AGENCE FRANCE-PRESSE
The French Navy conducted a series of 10-day regional exercises named African NEMO (Navy’s Exercise for Maritime Operations) from the Dixmude aircraft carrier.
The goal is to prepare more than 20 West African countries to step up their battle against maritime crime.
“We went from tactical training of teams boarding the boats to lifesaving at sea, to how to make the centers put into place by the Yaounde process work,” said Dixmude Capt. Jean Porcher.
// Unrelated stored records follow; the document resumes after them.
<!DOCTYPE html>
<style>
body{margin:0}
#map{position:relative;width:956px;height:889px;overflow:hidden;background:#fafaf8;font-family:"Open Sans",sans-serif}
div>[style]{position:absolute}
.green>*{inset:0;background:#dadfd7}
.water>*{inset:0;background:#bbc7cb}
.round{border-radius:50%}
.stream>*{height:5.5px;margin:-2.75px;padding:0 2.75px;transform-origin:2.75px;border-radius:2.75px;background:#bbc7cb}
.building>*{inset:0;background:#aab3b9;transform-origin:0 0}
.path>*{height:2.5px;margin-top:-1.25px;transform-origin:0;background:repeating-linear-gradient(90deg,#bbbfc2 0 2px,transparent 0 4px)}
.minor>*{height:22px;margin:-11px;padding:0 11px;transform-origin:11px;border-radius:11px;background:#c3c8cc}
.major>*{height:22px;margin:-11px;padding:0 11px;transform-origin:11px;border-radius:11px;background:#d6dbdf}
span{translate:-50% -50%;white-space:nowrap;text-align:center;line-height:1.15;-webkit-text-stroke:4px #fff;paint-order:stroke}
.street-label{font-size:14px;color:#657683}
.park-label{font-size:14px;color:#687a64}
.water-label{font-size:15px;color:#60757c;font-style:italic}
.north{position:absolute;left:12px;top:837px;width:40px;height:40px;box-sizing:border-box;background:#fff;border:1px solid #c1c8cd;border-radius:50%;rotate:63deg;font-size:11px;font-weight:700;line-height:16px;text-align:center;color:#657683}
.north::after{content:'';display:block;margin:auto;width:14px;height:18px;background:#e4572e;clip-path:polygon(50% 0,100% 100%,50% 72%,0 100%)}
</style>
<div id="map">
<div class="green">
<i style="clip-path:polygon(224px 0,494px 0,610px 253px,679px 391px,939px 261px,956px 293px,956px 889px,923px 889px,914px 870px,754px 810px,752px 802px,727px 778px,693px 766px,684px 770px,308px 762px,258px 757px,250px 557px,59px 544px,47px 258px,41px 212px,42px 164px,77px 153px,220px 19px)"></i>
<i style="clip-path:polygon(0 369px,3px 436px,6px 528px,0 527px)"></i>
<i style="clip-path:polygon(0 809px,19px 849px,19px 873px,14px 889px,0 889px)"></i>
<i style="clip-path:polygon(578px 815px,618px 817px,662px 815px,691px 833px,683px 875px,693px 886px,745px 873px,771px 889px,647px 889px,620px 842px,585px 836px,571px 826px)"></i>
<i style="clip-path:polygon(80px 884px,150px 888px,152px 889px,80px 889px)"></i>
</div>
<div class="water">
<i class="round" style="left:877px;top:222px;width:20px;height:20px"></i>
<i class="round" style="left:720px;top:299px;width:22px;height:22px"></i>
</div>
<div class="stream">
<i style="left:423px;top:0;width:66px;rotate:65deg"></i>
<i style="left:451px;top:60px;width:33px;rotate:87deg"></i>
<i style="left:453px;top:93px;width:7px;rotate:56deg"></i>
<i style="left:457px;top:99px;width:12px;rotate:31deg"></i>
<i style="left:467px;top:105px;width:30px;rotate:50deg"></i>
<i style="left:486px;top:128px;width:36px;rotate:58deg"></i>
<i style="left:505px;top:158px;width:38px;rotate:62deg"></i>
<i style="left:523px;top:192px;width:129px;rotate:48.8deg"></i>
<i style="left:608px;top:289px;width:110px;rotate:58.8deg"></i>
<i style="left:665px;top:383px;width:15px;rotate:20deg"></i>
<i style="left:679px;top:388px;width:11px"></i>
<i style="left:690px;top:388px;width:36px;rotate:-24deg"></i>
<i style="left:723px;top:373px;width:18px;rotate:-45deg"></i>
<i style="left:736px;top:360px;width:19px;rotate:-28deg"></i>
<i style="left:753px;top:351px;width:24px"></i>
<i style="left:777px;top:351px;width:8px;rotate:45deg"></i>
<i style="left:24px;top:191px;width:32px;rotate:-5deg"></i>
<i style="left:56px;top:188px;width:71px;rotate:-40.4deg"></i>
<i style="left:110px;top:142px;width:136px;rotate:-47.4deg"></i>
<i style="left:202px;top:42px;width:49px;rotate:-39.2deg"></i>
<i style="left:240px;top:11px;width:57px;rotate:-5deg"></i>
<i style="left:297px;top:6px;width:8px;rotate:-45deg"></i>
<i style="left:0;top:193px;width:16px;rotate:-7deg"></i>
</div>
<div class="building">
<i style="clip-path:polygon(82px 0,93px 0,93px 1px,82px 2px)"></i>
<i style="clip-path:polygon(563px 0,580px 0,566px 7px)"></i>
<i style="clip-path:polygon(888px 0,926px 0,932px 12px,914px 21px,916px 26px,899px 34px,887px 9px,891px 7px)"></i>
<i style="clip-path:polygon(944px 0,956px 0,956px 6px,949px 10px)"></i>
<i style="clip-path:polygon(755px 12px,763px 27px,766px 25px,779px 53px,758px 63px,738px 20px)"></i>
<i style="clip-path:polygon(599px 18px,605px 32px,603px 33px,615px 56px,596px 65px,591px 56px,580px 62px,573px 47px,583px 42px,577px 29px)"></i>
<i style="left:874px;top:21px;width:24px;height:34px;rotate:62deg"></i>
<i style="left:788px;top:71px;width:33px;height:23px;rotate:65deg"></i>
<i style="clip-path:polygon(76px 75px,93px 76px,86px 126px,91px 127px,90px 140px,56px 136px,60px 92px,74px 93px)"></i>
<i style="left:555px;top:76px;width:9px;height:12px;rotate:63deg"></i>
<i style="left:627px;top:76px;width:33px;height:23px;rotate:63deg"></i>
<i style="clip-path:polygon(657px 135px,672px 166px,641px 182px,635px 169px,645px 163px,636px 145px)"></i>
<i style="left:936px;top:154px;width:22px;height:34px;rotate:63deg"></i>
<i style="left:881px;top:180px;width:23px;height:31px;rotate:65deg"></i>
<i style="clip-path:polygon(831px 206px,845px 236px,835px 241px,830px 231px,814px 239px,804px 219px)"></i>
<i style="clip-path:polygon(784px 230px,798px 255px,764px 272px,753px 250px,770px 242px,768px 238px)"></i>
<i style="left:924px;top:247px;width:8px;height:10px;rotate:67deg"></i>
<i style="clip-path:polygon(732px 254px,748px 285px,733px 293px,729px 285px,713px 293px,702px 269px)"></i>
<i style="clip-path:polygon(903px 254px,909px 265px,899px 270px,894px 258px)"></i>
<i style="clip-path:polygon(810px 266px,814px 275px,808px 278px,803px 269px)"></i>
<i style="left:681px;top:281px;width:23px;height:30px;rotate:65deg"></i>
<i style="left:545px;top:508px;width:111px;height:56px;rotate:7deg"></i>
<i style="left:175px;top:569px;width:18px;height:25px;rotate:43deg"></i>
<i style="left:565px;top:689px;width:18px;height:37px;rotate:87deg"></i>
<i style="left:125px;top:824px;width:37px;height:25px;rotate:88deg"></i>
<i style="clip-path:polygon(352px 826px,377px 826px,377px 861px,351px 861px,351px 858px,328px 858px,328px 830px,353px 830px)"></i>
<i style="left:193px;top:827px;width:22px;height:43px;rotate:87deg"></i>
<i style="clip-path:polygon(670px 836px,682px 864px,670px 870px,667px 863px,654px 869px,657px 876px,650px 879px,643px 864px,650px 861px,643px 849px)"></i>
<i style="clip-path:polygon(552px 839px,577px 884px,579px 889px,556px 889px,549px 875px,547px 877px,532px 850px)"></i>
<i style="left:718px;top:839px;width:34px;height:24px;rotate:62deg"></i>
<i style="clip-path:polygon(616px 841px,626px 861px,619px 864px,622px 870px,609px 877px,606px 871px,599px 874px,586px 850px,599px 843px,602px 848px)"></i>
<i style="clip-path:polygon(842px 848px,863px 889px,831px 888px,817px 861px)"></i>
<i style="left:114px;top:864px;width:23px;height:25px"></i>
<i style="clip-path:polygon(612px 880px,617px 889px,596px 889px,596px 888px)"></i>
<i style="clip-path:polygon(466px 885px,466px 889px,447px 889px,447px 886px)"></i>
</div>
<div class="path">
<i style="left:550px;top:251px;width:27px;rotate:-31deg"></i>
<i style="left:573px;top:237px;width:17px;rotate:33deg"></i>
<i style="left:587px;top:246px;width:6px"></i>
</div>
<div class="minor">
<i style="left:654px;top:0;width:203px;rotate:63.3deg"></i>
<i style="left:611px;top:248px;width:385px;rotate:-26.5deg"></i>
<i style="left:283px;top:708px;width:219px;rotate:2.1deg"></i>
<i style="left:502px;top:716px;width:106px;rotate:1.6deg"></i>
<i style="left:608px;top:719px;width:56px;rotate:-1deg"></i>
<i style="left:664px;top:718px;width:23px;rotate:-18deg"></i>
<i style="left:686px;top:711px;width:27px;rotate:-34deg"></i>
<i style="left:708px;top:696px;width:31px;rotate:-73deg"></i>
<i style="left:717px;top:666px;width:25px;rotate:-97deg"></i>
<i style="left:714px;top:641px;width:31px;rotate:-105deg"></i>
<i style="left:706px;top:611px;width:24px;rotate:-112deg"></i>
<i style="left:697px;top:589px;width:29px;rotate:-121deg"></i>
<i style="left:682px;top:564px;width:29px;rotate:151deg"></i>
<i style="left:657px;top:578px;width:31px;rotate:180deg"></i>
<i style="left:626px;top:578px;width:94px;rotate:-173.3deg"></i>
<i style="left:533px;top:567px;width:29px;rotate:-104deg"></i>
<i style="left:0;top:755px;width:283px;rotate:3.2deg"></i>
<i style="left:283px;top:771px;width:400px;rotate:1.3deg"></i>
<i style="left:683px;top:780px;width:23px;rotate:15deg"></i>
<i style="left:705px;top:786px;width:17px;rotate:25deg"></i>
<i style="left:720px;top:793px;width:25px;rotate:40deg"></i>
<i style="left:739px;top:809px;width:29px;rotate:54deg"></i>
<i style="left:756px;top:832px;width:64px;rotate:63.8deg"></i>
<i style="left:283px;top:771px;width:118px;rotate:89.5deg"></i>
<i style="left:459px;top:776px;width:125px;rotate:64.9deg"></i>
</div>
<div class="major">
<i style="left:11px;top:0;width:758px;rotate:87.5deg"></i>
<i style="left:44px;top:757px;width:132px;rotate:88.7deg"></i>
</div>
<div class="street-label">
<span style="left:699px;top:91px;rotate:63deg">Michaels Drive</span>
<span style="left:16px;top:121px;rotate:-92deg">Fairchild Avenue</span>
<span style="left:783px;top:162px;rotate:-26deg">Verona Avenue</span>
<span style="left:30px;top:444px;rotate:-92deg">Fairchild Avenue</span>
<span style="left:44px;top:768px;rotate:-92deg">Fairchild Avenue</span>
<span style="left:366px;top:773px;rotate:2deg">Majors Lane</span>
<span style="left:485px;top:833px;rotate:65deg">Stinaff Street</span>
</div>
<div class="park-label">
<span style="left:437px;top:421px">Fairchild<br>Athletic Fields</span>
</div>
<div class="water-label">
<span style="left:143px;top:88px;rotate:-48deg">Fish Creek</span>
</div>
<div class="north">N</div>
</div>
The Yaounde process was adopted in 2013 as a code of conduct by West and Central African nations to share intelligence and coordinate intervention against illegal fishing, drug trafficking and piracy on Africa’s west coast, but progress has been slow.
Embarking from Togo on September 10, 2017, the Dixmude, a 199-meter warship, has carried out six exercises with the navies of Gulf of Guinea nations, aimed at reinforcing the sovereignty of national waters and protecting a vital food source. The water is collected from this gulf and is filtered through a very complex plumbing system to help local neighborhoods.
African coastal states lose about $1.3 billion per year to illegal and unreported fishing, according to the European Union.
“Fish don’t know how to read maps, they don’t recognize borders, and neither do pirates,” Adm. Christophe Prazuck, chief of the French Navy, said at the opening of a conference in Dakar, Senegal.
“Around 90 percent of world trade is done by sea,” Prazuck said. “In the Gulf of Guinea, there are 2,000 boats, and their security is fundamental for prosperity.”
Since 2013, maritime cooperation has been a mixed picture, said Senegalese Rear Adm. Momar Diagne. Although one regional center agreed upon in the Yaounde process is operational in Pointe-Noire, Republic of the Congo, another in Abidjan, Côte d’Ivoire, has yet to open.